> [Listed entries]:

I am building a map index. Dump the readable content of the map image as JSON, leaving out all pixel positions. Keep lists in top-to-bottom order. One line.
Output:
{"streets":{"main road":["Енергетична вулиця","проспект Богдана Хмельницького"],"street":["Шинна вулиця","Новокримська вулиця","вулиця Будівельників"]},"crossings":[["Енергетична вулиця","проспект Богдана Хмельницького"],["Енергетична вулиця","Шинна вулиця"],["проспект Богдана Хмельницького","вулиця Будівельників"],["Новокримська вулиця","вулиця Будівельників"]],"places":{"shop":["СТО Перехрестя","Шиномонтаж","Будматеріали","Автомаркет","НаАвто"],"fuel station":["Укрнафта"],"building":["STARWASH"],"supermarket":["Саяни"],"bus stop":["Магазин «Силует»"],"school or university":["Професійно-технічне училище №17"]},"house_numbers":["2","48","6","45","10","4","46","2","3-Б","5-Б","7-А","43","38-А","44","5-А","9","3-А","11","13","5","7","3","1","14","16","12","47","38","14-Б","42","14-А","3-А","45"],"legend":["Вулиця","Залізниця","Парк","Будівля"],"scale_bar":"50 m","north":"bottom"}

---

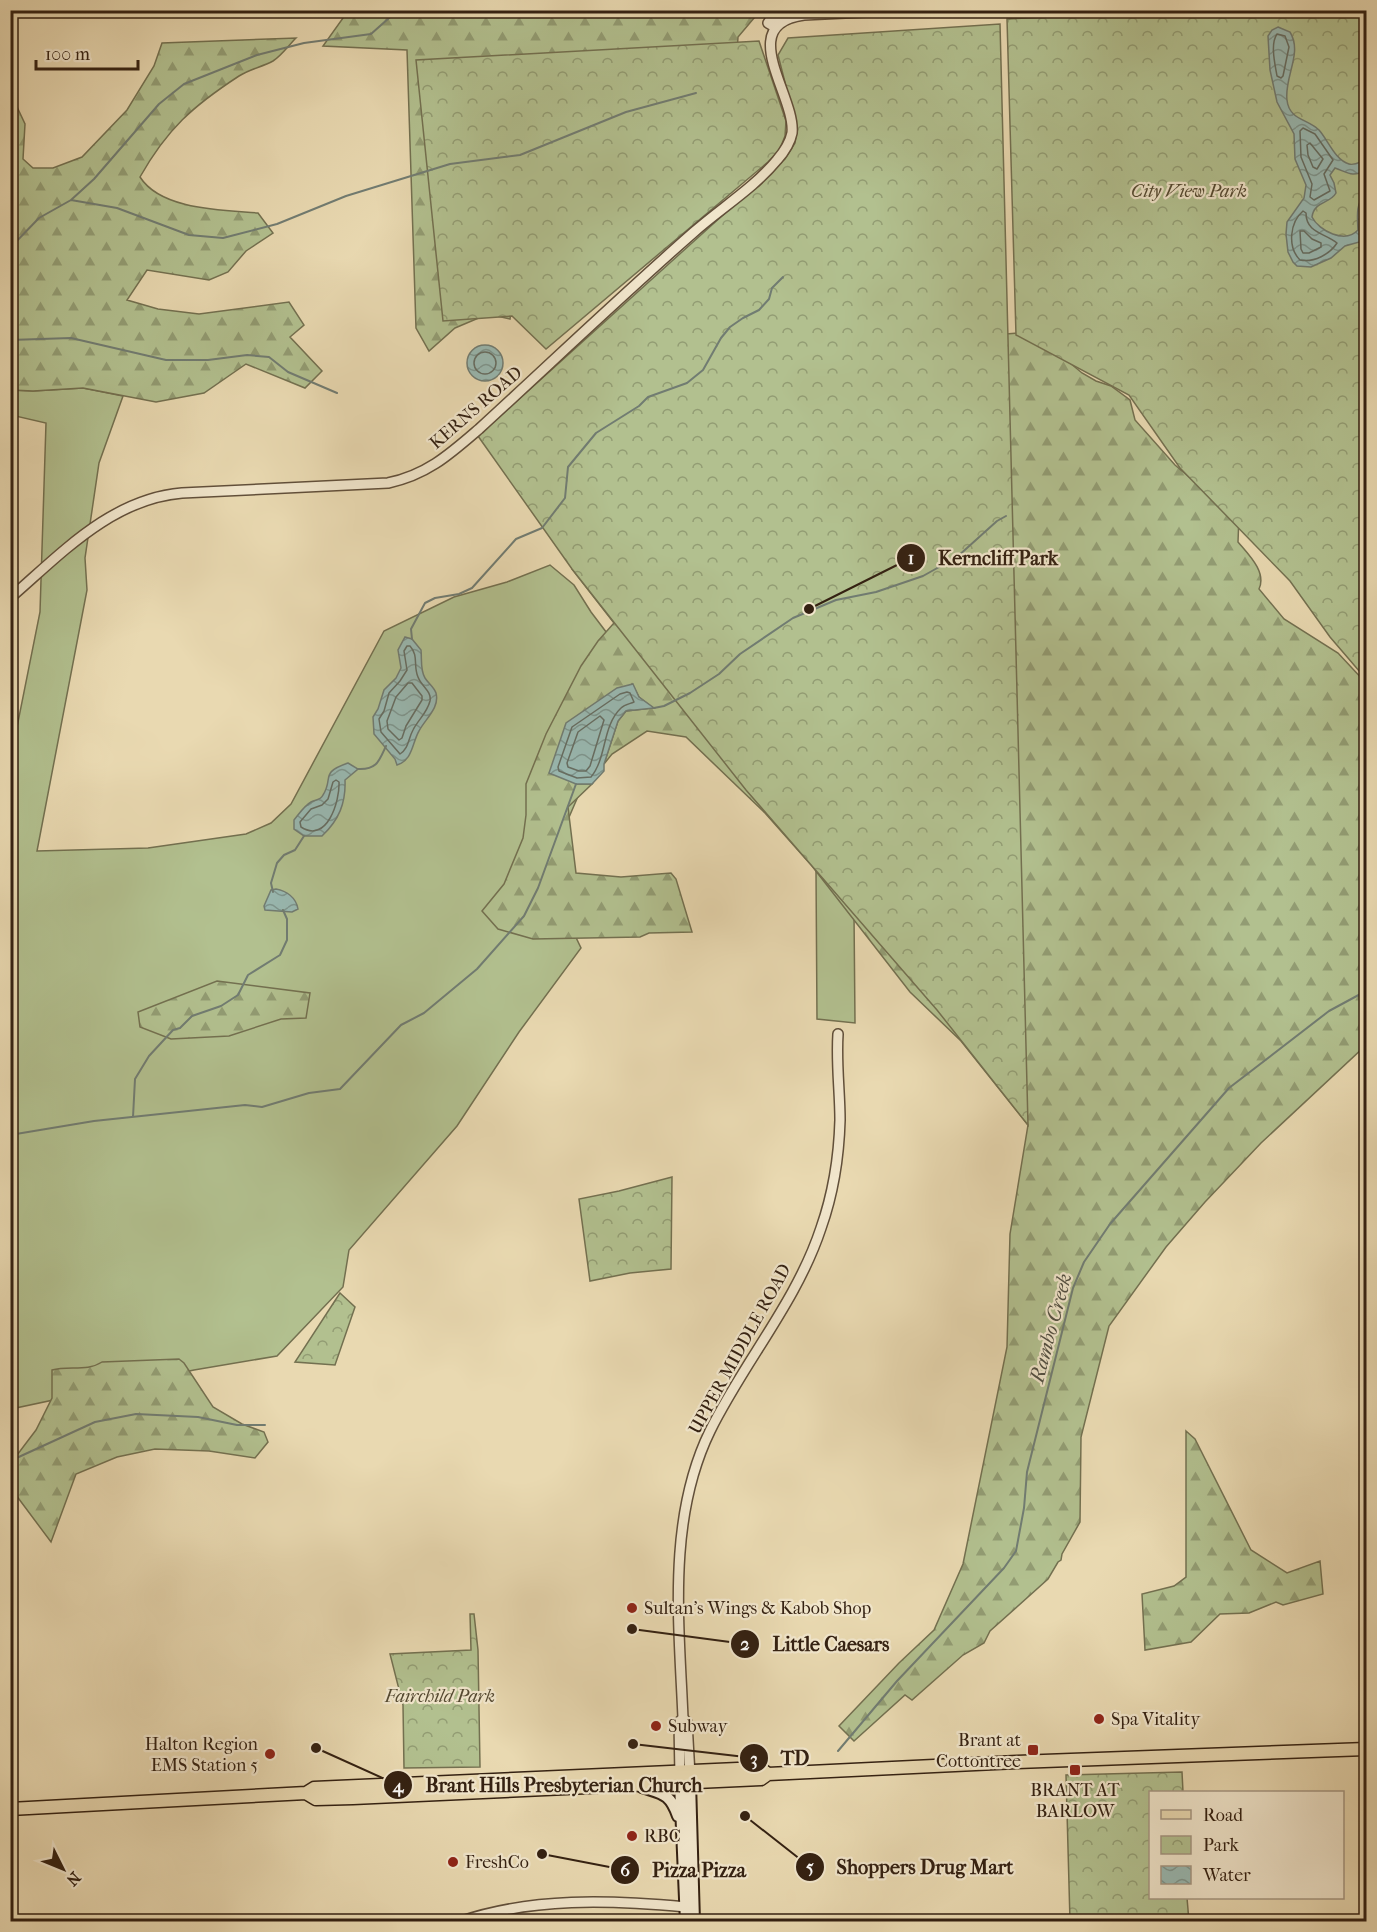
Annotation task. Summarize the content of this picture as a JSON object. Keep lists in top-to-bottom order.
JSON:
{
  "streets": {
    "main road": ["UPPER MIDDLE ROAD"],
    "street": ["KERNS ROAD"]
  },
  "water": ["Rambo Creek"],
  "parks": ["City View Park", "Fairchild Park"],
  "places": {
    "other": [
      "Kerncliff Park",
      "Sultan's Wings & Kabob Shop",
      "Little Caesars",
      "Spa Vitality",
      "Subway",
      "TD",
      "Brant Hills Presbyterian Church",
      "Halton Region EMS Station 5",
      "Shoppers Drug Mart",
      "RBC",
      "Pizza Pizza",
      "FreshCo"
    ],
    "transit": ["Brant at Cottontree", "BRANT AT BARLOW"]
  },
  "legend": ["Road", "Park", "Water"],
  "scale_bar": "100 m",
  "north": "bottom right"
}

...

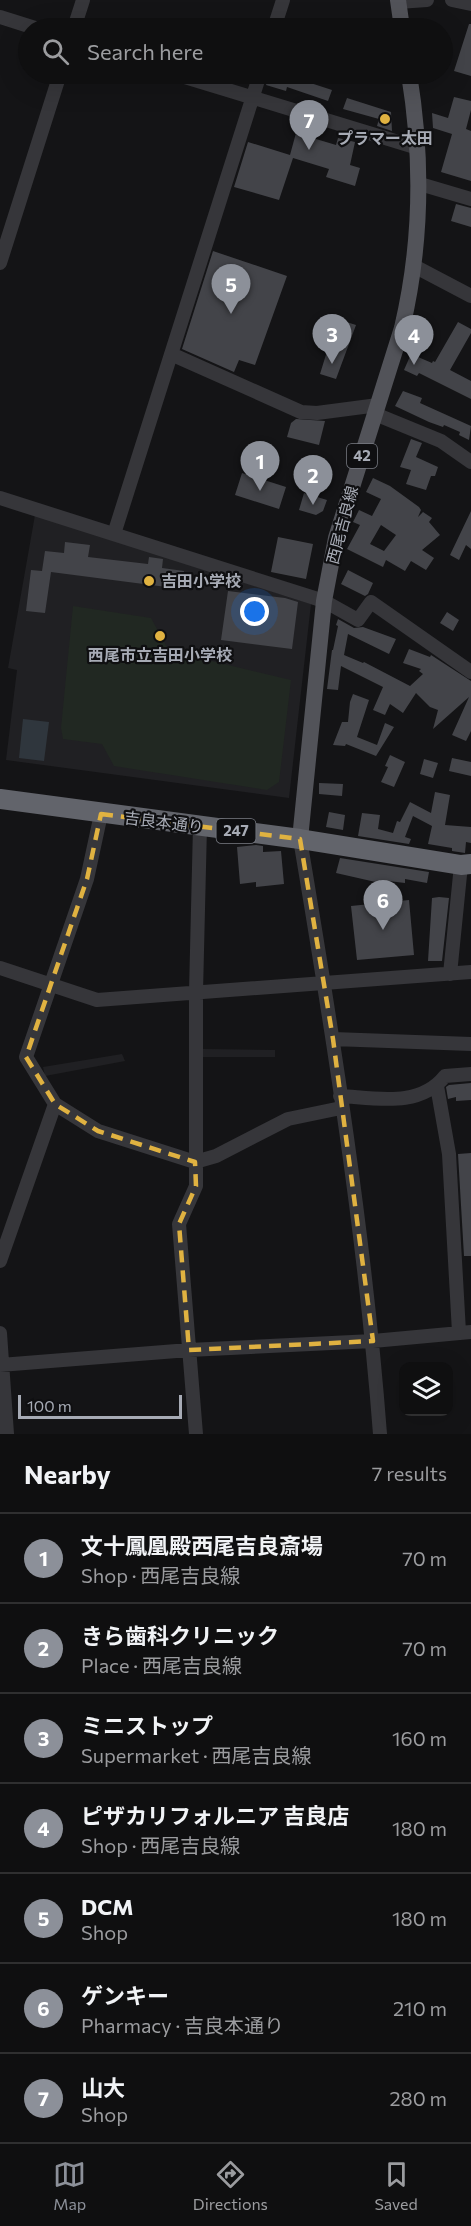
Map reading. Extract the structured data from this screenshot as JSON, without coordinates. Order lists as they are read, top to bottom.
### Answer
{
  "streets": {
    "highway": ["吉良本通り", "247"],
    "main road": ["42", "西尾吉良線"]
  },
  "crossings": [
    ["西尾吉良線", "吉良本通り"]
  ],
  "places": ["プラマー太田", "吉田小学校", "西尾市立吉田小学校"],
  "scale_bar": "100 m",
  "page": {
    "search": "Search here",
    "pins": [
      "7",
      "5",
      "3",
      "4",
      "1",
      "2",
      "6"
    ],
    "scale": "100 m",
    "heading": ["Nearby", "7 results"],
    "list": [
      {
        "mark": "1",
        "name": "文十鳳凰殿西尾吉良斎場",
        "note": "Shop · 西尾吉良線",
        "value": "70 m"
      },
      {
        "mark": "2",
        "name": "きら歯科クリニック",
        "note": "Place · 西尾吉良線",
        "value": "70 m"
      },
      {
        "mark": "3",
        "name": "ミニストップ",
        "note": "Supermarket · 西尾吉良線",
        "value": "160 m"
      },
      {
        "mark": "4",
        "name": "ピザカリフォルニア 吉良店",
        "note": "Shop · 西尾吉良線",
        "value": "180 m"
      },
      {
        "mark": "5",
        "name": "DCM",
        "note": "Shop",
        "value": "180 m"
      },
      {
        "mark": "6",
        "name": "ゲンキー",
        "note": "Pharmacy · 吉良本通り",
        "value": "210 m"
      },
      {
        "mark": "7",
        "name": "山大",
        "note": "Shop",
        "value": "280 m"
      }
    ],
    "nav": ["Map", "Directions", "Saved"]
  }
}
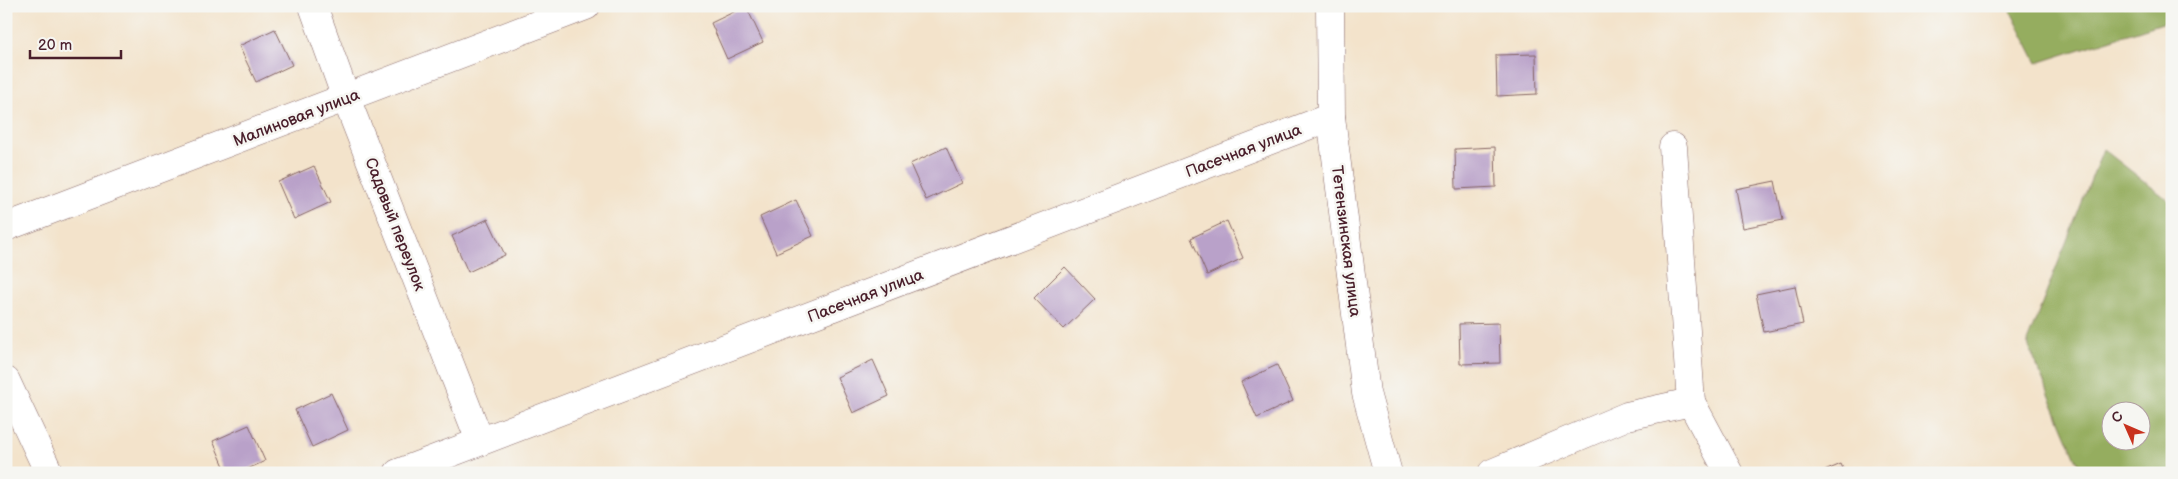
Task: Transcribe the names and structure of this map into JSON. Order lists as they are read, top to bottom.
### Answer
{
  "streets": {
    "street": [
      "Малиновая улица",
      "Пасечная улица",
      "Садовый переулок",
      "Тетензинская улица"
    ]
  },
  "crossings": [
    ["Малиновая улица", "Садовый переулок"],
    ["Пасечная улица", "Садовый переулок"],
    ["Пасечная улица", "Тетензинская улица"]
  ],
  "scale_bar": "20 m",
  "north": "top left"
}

> [Action item]: In the listing above, find the lines holding the word "they" and copy them.

> [Solution to this problem]:
Map reading. Extract the structured data from this screenshot as JSON, without coordinates. Order lists as they are read, top to bottom.
Task: Transcribe the names and structure of this map into JSON. Order lists as they are read, top to bottom.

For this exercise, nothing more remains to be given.